The stroke of genius was the inclusion in all these stories of the American inventor Thomas Midgley. Midgley had three profound insights in his career. The first was to overcome the problem of ‘knocking’ in cars by adding lead oxide to petrol. The second was to substitute the extremely dangerous chemical ammonia used for cooling fridges by dichlorodiflouromethane, a CFC. Both of these brilliant inventions turned out to be catastrophically poisonous. Midgley floats through the action, a benevolent presence and friend to all. He has a glorious insouciance, impervious to the neuroses and anxieties attacking the other characters. At the end of the piece, he reveals his third great idea: to control the growth of crops by increasing the ozone in the earth’s atmosphere.

 

My key decision was to dispense with a band. The music was a cappella, sung by four singers: Angela Tunstall, Jackie Horner, Mick O’Connor and Jozic Koc. They were part of mixed ensemble with the dancers Sally Owen, Stephen Goff, Michele Smith and Michael Popper, and the actor Pearce Quigley. This was hard to pull off (and I didn’t by any means entirely succeed).  It’s difficult to do narrative with no band, and hybrid scenes between, for example, a singer and a (speaking) actor, or between a singer and a dancer are tricky, to say the least.
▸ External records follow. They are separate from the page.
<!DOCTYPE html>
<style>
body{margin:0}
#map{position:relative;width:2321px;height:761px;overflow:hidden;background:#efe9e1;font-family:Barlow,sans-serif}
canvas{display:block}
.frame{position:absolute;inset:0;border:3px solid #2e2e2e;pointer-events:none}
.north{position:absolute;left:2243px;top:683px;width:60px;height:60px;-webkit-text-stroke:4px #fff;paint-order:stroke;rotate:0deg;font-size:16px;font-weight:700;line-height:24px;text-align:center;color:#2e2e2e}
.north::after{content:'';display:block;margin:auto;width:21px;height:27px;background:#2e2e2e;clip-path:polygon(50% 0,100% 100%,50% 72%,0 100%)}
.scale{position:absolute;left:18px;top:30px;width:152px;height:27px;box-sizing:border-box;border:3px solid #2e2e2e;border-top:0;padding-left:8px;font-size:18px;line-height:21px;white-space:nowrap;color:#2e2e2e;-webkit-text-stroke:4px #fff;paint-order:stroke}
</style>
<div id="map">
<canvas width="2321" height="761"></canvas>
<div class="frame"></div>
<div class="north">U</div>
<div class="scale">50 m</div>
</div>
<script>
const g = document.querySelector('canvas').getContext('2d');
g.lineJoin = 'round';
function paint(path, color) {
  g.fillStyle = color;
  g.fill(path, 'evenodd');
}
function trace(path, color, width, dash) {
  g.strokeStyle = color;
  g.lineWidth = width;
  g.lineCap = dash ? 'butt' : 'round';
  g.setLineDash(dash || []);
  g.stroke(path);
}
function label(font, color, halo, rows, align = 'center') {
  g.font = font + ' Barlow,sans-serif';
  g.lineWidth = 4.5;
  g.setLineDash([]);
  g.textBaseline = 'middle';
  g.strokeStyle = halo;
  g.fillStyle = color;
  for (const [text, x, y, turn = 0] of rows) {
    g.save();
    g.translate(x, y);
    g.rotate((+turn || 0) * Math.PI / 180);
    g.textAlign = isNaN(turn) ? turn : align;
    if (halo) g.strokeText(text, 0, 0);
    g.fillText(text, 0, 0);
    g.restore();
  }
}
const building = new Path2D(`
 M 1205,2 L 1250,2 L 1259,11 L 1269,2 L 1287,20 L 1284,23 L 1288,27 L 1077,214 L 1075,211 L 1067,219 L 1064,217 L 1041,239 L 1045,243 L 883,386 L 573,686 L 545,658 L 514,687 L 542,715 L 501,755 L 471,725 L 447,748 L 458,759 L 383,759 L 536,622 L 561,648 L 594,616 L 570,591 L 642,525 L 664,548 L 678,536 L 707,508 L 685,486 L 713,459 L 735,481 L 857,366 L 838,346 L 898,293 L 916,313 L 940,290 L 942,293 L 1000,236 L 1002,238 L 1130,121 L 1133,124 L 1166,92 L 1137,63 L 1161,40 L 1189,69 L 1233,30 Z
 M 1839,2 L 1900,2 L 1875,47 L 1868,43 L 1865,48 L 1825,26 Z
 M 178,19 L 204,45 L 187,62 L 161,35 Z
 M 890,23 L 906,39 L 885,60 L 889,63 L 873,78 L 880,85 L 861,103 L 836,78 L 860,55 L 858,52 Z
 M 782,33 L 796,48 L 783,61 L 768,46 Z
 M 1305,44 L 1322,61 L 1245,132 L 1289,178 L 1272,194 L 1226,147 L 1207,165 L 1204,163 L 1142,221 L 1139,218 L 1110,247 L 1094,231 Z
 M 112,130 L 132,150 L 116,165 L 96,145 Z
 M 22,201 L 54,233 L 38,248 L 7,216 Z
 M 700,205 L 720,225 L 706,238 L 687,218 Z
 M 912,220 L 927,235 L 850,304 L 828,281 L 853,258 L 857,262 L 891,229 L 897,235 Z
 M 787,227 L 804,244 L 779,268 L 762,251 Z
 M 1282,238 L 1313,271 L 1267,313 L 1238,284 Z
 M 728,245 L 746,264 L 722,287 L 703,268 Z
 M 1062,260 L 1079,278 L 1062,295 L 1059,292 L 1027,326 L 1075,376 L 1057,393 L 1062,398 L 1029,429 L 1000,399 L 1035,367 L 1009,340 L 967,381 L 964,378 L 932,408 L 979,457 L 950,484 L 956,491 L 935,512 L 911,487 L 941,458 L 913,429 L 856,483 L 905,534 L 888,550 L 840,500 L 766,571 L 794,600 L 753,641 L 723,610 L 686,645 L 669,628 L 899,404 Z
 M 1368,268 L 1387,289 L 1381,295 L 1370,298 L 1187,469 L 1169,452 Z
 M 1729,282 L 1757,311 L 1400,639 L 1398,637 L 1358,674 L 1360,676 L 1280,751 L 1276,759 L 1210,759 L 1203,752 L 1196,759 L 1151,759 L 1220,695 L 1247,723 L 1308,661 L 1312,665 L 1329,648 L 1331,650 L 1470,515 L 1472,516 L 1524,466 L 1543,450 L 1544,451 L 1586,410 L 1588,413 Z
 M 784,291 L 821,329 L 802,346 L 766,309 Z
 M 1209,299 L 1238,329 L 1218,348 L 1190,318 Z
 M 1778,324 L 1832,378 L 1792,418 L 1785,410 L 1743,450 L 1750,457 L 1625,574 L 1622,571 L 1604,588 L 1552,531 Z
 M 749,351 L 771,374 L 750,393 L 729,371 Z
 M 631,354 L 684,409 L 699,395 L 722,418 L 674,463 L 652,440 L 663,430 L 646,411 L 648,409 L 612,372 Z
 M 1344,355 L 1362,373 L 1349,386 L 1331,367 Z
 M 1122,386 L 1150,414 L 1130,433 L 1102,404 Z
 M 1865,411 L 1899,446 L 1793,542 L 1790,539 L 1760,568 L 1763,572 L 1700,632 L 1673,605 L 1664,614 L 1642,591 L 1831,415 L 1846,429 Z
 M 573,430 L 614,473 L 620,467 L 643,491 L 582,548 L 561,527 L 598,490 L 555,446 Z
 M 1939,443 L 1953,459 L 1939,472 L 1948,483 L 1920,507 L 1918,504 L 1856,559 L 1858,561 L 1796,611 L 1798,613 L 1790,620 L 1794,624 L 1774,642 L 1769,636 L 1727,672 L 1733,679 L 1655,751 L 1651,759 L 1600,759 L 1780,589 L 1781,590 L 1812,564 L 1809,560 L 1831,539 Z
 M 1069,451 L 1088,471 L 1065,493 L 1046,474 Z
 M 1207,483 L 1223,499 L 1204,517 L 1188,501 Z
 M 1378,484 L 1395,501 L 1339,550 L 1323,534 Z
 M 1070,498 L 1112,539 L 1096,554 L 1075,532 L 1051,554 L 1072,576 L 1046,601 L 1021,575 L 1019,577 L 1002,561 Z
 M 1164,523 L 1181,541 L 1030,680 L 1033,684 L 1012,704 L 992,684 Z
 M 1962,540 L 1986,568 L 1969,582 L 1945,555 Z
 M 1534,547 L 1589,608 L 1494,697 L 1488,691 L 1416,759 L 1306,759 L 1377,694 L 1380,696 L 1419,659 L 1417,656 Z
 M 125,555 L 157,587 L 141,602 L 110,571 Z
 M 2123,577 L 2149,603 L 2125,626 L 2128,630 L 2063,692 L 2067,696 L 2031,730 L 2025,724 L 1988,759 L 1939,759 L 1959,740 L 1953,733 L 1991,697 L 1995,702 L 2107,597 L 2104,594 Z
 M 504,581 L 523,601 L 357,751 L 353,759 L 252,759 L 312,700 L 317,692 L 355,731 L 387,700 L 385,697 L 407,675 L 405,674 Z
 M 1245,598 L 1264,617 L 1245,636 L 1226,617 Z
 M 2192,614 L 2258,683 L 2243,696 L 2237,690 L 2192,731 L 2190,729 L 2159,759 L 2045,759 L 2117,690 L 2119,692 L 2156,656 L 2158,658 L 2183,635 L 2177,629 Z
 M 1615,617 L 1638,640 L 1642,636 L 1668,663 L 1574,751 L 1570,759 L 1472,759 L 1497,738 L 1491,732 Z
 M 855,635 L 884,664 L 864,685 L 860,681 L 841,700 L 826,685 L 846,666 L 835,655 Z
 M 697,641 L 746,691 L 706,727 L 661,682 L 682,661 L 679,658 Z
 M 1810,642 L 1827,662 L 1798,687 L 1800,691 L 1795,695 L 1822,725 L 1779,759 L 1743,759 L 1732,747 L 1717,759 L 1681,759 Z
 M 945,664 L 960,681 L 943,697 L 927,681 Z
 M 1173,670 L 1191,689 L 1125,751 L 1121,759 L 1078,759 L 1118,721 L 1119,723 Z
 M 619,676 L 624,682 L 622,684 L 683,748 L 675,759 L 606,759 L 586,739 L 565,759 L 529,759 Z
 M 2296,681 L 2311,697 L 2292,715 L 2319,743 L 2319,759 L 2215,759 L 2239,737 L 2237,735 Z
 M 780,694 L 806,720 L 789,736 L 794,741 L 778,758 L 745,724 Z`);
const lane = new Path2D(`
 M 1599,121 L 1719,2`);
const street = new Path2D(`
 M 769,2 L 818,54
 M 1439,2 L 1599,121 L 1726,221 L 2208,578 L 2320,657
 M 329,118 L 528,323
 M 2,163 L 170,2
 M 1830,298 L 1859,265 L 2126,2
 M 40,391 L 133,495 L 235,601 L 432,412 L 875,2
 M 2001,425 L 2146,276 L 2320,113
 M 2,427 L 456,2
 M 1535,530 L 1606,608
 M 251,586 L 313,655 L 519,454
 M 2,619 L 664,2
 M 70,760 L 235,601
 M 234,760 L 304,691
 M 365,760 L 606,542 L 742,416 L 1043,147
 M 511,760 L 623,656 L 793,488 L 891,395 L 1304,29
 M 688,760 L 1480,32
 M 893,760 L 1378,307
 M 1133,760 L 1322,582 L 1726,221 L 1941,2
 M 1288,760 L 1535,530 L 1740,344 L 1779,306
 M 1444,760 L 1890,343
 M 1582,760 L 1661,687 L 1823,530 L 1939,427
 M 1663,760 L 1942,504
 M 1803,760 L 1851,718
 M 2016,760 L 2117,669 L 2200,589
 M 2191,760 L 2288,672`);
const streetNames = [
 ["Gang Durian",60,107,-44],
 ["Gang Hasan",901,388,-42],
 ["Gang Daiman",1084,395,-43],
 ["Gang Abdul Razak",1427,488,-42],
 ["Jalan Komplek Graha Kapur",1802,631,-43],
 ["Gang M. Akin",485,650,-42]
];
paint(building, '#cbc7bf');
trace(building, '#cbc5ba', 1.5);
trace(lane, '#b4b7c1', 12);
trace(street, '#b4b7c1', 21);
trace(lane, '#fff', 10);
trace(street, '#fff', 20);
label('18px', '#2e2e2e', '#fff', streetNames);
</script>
So the project was always in danger of collapsing under its own curious self-imposed rules. It’s banal but true to say that it would have been easier to tell the stories with nine singers and a band......

 

But there was something deeply satisfactory about a piece of theatre in which performers of several different disciplines were able to work together with no sense of hierarchy. A long way from the other dance work I was involved in at the time, at the Royal Ballet; often the dancers and the musicians would perform together without ever having met. (I returned to this idea in May Contain Food with the choreographer Luca Sivestrini.)

 

My favourite lyric from Lives Of The Great Poisoners: Brinvilliers has tried unsuccessfully to seduce Midgley before she and her lover Sainte-Croix kill him. The plan hasn’t worked, Sainte-Croix has run off, and Brinvilliers and Midgley sit exhausted all night.

Midgley: Don’t kill yourself.

Brinvilliers: Don’t leave me.

Midgley: Don’t kill me.

Brinvillers: Don’t betray me.

Perfect concision. My music was equally simple - part-Purcell, part-Elvis.